In an attempt to learn from what James Surowiecki calls "The Wisdom of Crowds", I asked yesterday on Twitter
what difference a statutory register of lobbyists would have made to
the Patrick Mercer case. The best answer I got was, first, that Mercer
would have checked the register and, second, would have found the
Panorama/Daily Telegraph operation wasn't on it – after which he
presumably would not have been drawn into the sting. So the main
difference a register would have made, according to my interlocutors,
was to protect MPs against investigative journalists – not necessarily a
very happy outcome.
However, it is possible that it wouldn't have made any difference at
all, and certain that it would not do so in the case of an MP determined
to breach the rules and the law. An MP who is prepared to defy both today in a quest for money is unlikely to be deterred by
both tomorrow in the form of a statutory register. (Mercer was in breach of rules on paid
advocacy, and faces a possible police investigation under
the Bribery Act.) Furthermore, the wits of the regulators are unlikely
to be more sharp than those of investigative journalists. As Mark Wallace pointed out, the latter could set up a front company in say, Switzerland – and get on the register that way.

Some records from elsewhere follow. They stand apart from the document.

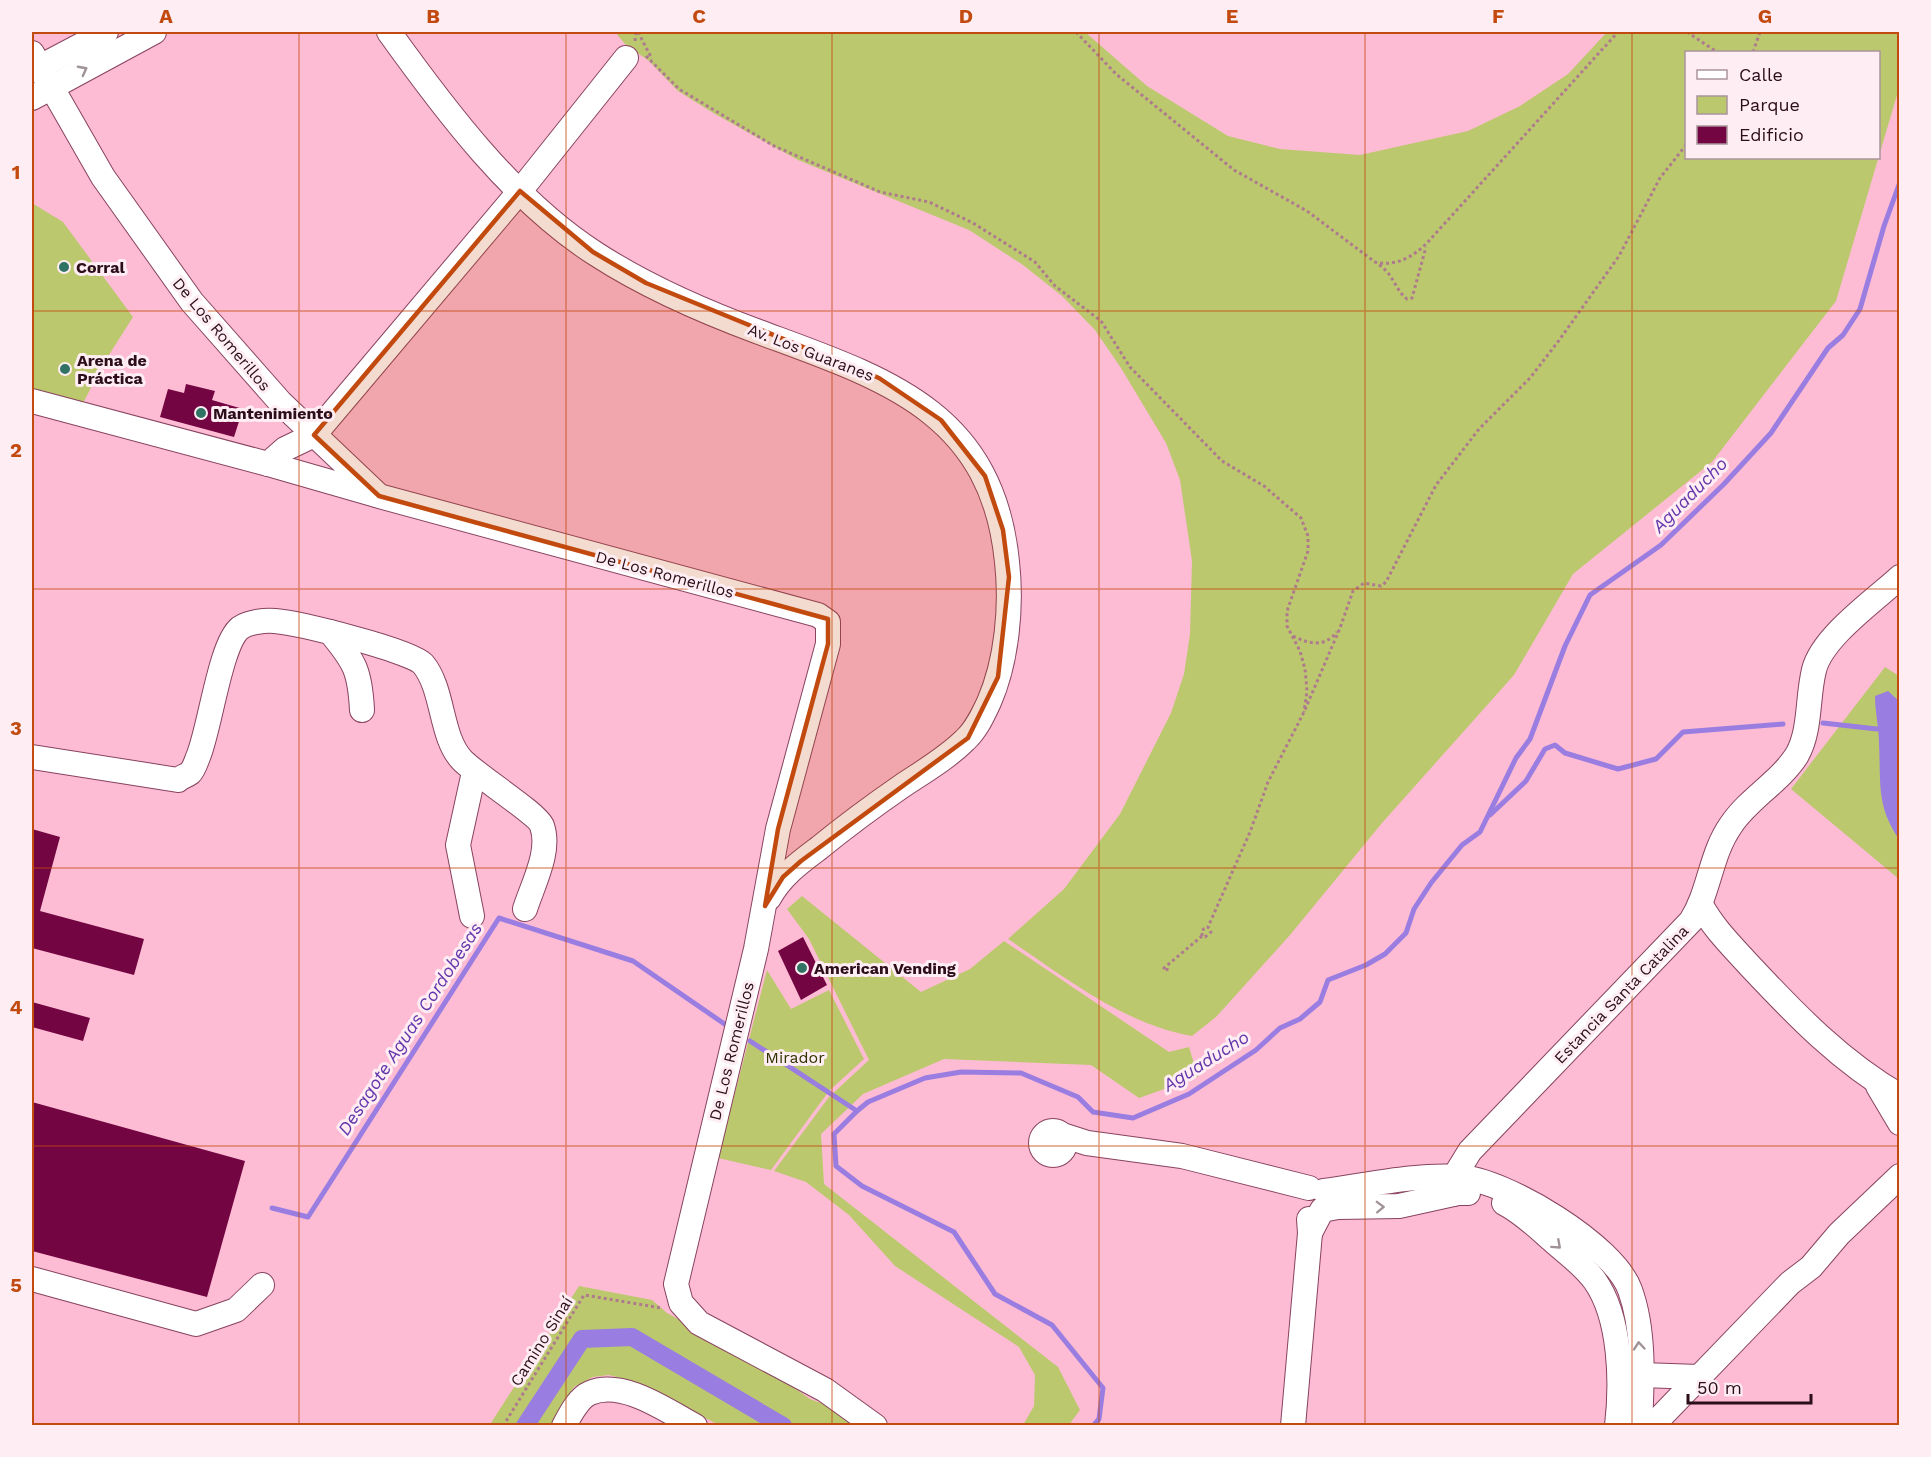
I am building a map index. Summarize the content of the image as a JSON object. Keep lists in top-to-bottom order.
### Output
{
  "streets": {
    "street": ["De Los Romerillos", "Av. Los Guaranes", "Estancia Santa Catalina"],
    "path": ["Camino Sinaí"]
  },
  "crossings": [
    ["De Los Romerillos", "Av. Los Guaranes"],
    ["De Los Romerillos", "Camino Sinaí"]
  ],
  "water": ["Aguaducho", "Desagote Aguas Cordobesas"],
  "parks": ["Mirador"],
  "places": [
    "Corral",
    "Arena de Práctica",
    "Mantenimiento",
    "American Vending"
  ],
  "legend": ["Calle", "Parque", "Edificio"],
  "scale_bar": "50 m",
  "grid": {
    "columns": [
      "A",
      "B",
      "C",
      "D",
      "E",
      "F",
      "G"
    ],
    "rows": [
      "1",
      "2",
      "3",
      "4",
      "5"
    ]
  }
}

Mark's suggestion will doubtless provoke ever-more ingenious
suggestions for tightening the proposed register further – all the way
to the logical end-point at which all of us are registered as lobbyists
(including you, dear reader: good luck with filling in the form). For that, after all, is what we are in relation to those we elect: we lobby either as part of a group or, more likely, as individual constituents. Do I hear it claimed that separating constituents from lobbyists would be easy? Really? What of the teacher who's a local or national trade union officer, or the business which is locally based but foreign-owned, or the standard e-mail got up by 38 Degrees?

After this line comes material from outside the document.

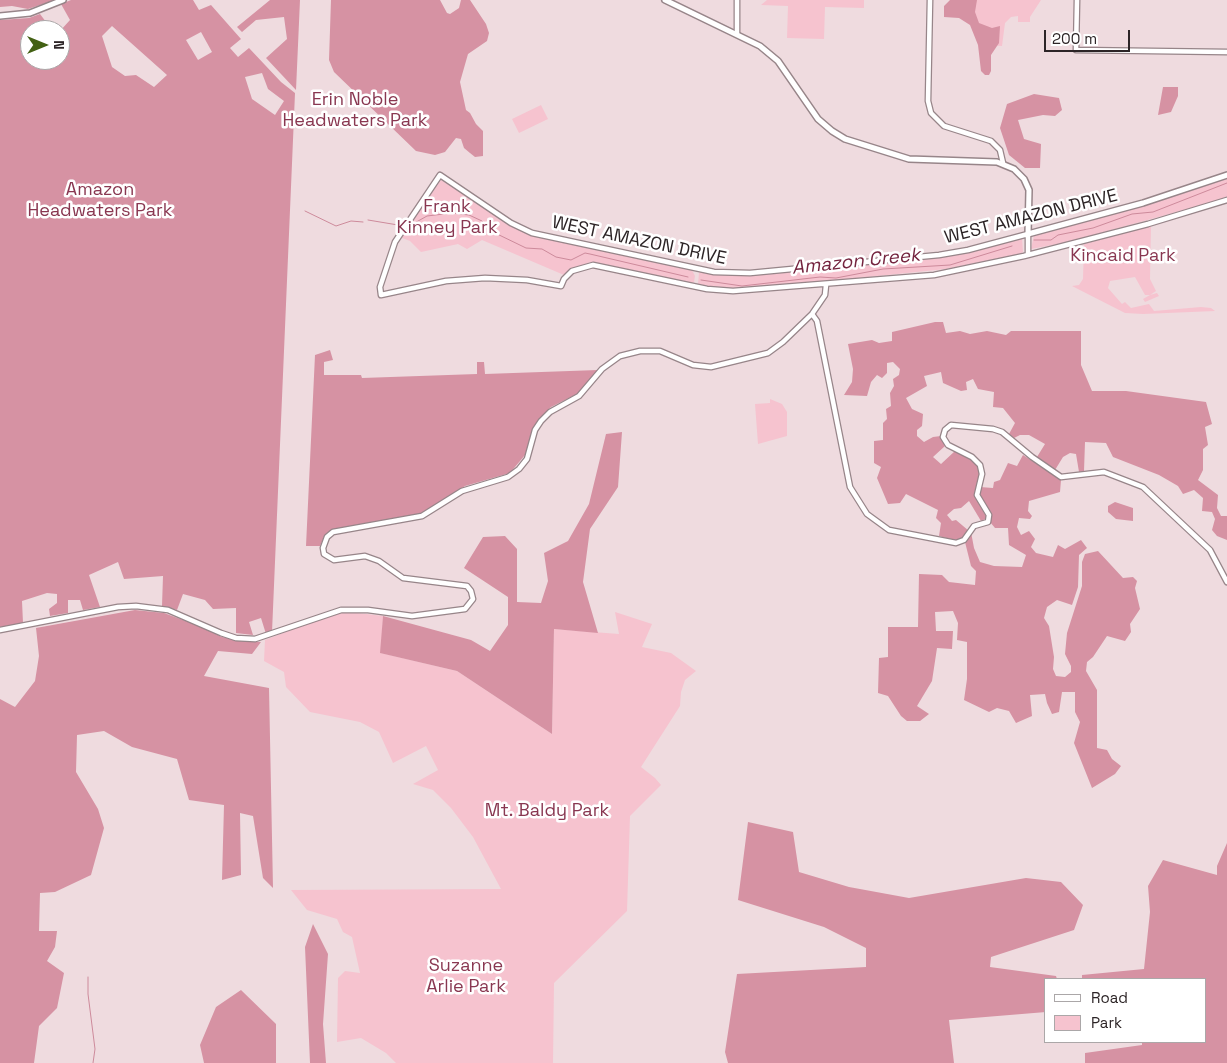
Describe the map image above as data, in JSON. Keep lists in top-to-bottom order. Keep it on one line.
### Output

Talking of 38 Degrees, what about all those other special interests – Greenpeace, the Child Poverty Action Group, the RSPCA, the National Institute of Economic and Social Research? Shouldn't they all have to register, too? Those who favour a register will cite that very contemporary idea, transparency. But even if another one – proportionality – is applied, there is good cause to be wary. The big lobbying companies tend to favour a register precisely because they would be likely to get on it – a classic instance of well-established interest groups squeezing out the competition.
If the sacred cause of transparency still floats your boat, so be it. But don't pretend that it would stop Parliamentarians who are determined to behave badly, because it won't. Nothing will. Only Nick Clegg and his fellow Liberal Democrats could possibly believe otherwise. Proposals for a statutory register of lobbyists will provide the political parties with enormous fun. (David Cameron is using the revival of the idea as a means of having a crack at trade union funding.) But if it ever happens, the Daily Telegraph and Panorama's sleazebusters will still be in business afterwards, until the end of Parliament – indeed (who knows?) until the end of time.